Cubo mágico e Matemática

Érica contou que o projeto “Magicubo e Neuroeducação”, que explora a prática de montagem do cubo mágico, surgiu há cerca de três anos como uma forma lúdica de abordar a resolução de problemas matemáticos. “Se o cubo mágico tem solução, os outros problemas também têm. E como digo aos alunos: quem monta um cubo pode fazer qualquer coisa. Aquele problema, aquela tabuada que você achava difícil, não é nada perto do cubo mágico. Isso aumentou muito a autoestima deles”.

Segundo a professora, os resultados não demoraram a aparecer. “A minha surpresa foi que as crianças começaram a resolver o cubo mágico bem rápido, em duas ou três semanas, alguns em um mês. Isso refletiu imediatamente não só na Matemática deles, como no Raciocínio Lógico e na interpretação”, relatou Érica, para depois falar dos efeitos positivos causados ao cérebro de quem se desafia no cubo mágico, como crianças com transtornos ou sequelas neurológicas, conforme estudo da professora de informática Luciana Maria Depieri Branco sobre o método de reabilitação em multimídia, realizado em parceria com a Faculdade Estadual de Medicina de São José do Rio Preto, em São Paulo.

Aluno de Érica, Thierry é portador de dislexia. Em poucos segundos, ele demonstrou aos parlamentares sua agilidade em resolver o cubo mágico. “A dedicação dele foi tamanha, que hoje ele consegue montar a pirâmide e está participando do torneio [promovido pela escola]”, comemorou a professora. “Esse aluno conhecia algumas vogais no começo do ano, ordenava números de um a cinco. Nesta semana, ele conseguiu ler três frases simples. Isso, para uma criança de oito anos não alfabetizada, é um grande passo. Para uma criança que muitas vezes é estigmatizada, montar uma pirâmide e poder dizer ‘eu consegui’ não tem preço”.

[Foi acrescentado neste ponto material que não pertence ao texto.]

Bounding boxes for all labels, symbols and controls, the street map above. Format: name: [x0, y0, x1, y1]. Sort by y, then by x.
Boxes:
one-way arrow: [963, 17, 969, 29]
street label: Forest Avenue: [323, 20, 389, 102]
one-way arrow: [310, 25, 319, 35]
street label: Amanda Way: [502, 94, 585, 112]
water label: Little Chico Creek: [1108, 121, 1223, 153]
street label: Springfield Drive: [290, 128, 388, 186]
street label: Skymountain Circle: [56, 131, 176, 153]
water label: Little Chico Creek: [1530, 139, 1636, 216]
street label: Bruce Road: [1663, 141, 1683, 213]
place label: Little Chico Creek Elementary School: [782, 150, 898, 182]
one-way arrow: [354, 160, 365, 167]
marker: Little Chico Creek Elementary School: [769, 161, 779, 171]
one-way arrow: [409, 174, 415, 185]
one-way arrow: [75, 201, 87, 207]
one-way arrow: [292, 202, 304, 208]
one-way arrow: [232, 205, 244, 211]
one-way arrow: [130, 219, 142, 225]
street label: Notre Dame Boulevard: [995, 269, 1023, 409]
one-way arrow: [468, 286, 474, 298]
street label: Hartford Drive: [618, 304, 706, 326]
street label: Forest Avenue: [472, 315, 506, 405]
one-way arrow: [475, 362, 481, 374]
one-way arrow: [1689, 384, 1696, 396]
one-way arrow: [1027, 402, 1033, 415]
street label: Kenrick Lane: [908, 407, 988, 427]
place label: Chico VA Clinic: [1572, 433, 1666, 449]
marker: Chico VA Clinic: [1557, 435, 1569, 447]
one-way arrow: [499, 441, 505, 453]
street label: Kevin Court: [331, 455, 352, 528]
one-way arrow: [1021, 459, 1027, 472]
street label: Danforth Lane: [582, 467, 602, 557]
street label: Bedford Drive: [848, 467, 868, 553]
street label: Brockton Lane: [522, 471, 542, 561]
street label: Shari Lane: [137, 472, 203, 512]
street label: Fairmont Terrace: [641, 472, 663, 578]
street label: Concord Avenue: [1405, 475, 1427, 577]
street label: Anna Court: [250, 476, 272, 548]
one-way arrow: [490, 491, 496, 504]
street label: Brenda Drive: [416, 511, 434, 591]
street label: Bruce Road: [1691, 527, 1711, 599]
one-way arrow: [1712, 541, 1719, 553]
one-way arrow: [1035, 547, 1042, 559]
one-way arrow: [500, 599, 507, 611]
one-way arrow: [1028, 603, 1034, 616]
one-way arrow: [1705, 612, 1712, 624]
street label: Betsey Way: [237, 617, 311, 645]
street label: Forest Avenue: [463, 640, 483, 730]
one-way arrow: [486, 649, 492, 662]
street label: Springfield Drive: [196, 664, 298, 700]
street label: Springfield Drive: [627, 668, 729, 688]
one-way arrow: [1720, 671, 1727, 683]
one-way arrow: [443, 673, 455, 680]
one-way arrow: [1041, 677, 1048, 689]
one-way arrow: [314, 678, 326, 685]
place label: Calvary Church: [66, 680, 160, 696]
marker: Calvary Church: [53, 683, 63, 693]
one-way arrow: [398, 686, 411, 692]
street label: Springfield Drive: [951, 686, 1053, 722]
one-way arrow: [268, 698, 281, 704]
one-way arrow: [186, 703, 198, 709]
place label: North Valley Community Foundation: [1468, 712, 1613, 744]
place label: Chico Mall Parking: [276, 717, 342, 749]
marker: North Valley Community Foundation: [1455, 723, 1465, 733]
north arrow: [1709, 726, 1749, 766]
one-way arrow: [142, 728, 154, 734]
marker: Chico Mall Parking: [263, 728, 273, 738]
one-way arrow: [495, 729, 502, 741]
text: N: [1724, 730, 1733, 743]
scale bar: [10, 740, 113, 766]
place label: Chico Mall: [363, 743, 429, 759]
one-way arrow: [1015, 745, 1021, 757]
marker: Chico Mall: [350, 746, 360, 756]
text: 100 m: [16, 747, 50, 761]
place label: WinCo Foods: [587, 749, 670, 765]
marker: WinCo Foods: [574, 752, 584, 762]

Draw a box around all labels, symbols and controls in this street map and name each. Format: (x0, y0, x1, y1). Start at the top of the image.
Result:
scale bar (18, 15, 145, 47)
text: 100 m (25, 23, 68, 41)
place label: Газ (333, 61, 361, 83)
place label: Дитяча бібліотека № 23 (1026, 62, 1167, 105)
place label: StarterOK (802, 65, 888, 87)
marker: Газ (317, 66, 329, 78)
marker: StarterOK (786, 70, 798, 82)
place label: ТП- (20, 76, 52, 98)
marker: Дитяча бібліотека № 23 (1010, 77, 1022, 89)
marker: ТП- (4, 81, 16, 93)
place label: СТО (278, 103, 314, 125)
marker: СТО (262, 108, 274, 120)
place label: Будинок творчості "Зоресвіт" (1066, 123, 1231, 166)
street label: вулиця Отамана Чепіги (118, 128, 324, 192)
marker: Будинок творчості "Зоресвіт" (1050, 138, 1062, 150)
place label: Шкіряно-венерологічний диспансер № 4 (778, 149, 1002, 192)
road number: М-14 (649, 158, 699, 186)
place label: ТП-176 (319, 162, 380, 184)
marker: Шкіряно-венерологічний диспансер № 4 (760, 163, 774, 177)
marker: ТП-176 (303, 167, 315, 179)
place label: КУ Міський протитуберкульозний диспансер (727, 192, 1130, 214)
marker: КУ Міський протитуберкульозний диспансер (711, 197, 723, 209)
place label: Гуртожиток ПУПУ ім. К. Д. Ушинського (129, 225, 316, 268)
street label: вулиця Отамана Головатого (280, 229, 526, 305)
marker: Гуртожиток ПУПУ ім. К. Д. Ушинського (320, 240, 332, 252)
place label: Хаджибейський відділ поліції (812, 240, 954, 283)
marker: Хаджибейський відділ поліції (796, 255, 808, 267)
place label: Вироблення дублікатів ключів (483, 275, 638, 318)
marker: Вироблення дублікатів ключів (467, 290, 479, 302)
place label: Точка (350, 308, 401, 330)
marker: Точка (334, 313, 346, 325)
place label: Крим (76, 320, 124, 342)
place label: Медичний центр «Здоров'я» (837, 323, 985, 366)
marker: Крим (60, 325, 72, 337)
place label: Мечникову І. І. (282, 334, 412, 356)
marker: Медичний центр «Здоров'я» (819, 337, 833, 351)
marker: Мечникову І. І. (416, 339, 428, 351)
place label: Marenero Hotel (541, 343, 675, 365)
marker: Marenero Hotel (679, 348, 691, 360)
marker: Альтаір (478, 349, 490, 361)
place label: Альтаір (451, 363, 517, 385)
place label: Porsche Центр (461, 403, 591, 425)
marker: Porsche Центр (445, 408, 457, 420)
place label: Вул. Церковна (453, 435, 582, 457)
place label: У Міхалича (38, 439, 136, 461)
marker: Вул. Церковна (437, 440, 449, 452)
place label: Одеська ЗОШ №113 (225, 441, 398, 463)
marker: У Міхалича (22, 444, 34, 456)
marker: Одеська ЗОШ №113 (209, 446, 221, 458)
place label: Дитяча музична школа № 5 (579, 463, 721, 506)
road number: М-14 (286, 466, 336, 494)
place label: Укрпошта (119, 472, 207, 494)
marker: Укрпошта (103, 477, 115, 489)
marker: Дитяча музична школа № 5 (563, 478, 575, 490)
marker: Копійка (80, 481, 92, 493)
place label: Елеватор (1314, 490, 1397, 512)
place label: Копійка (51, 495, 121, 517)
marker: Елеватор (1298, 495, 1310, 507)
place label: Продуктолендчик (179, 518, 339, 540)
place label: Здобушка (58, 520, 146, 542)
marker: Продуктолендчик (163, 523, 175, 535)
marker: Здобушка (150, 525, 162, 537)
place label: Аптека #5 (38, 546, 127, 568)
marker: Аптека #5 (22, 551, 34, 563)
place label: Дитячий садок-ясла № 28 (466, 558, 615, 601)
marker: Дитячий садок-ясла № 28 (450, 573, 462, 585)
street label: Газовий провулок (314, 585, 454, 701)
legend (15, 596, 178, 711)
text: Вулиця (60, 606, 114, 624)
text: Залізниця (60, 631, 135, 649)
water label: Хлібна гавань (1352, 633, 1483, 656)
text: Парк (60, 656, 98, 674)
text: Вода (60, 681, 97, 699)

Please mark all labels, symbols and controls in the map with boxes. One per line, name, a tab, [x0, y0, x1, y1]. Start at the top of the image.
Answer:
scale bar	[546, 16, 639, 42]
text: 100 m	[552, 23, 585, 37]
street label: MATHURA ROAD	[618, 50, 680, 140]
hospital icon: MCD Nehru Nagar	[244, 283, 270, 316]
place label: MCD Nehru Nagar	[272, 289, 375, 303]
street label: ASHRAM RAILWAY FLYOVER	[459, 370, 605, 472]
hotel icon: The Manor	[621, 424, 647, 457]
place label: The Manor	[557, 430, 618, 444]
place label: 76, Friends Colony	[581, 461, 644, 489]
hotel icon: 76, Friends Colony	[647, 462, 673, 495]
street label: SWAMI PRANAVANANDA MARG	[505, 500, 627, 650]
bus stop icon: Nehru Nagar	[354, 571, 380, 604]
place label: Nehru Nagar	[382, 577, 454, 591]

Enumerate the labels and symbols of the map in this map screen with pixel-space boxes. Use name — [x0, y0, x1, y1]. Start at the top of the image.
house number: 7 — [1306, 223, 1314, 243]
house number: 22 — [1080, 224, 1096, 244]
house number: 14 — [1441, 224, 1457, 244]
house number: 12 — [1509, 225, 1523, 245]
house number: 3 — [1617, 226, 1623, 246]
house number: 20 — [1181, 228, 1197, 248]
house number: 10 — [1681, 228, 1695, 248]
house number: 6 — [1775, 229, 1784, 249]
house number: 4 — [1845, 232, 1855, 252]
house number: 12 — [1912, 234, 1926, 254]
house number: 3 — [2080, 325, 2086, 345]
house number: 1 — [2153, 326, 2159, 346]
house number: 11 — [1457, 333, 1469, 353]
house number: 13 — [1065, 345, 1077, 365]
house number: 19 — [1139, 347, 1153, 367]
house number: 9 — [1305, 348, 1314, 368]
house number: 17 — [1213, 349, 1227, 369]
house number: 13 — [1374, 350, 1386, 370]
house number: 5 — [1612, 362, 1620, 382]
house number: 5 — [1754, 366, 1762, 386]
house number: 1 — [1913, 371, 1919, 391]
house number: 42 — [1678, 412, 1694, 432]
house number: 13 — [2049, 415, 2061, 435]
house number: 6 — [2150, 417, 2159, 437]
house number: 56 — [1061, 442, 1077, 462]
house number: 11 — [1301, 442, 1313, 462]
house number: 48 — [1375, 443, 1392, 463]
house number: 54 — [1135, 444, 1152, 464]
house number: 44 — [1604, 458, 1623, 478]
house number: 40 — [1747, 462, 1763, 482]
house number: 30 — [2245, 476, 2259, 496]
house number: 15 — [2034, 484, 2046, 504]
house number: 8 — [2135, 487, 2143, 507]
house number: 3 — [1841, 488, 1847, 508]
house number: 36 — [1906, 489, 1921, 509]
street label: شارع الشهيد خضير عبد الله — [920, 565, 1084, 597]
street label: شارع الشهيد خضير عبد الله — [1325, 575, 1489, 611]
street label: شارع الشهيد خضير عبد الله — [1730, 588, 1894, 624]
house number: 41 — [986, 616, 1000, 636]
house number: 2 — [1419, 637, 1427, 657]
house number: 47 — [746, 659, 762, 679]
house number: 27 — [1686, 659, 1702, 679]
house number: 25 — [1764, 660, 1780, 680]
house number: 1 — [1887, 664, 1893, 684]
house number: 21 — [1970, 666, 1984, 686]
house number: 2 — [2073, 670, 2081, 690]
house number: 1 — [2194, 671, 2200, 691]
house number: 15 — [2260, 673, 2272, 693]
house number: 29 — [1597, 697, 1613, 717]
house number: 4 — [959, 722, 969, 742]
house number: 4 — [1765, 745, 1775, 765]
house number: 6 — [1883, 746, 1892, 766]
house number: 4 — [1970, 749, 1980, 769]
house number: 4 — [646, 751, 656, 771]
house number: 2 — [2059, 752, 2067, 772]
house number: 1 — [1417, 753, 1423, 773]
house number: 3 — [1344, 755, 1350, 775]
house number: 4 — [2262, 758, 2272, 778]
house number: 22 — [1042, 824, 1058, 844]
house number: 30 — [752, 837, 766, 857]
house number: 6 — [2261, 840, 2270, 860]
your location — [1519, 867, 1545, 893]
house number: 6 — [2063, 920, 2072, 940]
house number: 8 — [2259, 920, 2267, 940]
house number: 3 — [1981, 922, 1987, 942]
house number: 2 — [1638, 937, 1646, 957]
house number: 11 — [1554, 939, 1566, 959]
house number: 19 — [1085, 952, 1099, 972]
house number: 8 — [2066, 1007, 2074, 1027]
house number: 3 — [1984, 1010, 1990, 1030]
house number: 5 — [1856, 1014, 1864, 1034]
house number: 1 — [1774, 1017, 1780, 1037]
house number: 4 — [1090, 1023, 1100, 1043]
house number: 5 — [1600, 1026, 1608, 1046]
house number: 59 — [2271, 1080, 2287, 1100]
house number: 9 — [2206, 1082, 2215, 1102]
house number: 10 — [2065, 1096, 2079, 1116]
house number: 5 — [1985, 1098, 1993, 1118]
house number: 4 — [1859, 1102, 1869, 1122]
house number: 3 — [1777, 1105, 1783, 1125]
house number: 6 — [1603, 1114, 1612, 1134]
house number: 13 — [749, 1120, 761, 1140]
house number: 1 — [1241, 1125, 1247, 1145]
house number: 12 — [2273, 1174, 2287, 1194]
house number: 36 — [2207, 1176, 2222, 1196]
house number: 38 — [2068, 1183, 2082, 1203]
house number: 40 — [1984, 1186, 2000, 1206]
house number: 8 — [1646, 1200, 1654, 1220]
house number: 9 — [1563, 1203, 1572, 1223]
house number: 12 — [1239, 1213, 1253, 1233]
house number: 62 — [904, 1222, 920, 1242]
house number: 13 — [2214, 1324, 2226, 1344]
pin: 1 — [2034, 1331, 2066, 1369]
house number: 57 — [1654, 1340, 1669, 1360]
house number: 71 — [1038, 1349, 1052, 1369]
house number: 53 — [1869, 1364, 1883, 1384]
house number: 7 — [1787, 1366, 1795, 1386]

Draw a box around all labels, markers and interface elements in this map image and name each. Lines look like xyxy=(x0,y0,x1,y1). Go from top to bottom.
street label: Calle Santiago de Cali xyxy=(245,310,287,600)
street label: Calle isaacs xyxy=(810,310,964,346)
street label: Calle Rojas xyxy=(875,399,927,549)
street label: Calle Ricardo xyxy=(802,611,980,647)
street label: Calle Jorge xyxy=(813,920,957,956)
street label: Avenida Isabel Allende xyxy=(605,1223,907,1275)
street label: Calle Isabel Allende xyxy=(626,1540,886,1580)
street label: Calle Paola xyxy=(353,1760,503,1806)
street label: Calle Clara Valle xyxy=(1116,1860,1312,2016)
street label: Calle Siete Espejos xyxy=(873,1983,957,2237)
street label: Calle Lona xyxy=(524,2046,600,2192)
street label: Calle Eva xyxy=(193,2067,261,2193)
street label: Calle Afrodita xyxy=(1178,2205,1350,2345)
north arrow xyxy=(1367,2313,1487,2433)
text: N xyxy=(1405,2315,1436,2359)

Com o passar do tempo, relatou a educadora, Thierry e outros coleguinhas de turma - dentre eles Samuel, que mostrou sua habilidade em resolver o cubo mágico de olhos vendados - começaram a trocar entre si pequenos pedaços de papel onde constavam combinações de letras. Ao questioná-los sobre o conteúdo desses papéis, ouviu dos meninos que eles teriam encontrado o método Fridrich. “Este é um método de campeonato. Eles queriam ser sub-10, que são os competidores que montam o cubo em menos de dez segundos. Eu descobri que meus alunos do 3º ano estavam interpretando e transcrevendo algoritmos matemáticos”, ressaltou Érica.

A diretora Cristina convidou os vereadores a prestigiarem a final e a premiação da 1ª Copa Magicubo, que ocorre nesta sexta-feira, 28, às 13h, no educandário.

Capivara robô e passarela ecológica

Num segundo momento, o foco da sessão mudou para o projeto “Bicho solto, bicho feliz”, desdobramento de uma atividade interdisciplinar de Ciências na qual as crianças escolheram a capivara como animal de estudo. A visita de uma bióloga à escola teria despertado nos pequenos a curiosidade pelo corredor ecológico - faixa de vegetação que liga um local a outro possibilitando o deslocamento seguro da fauna.

O aprendizado os instigou a entregar aos vereadores um ofício no qual pedem que seja providenciada uma passarela ecológica para facilitar o trânsito e a sobrevivência de capivaras e outros bichos que circulam pela Avenida Beira Rio.

Além disso, o projeto ensejou a criação de uma capivara robô, que eles fizeram se mover pelo plenário a partir de conexão via Bluetooth. Segundo Érica, que cursou uma capacitação em robótica, a proposta visa chamar a atenção da sociedade para os atropelamentos de animais nativos da região. Por isso, na próxima segunda-feira, dia 31, a capivara robô da E.E.F Augusta Dutra de Souza fará um desfile pela Beira Rio. A ação tem o apoio do Centro Municipal de Inclusão Digital (CMID).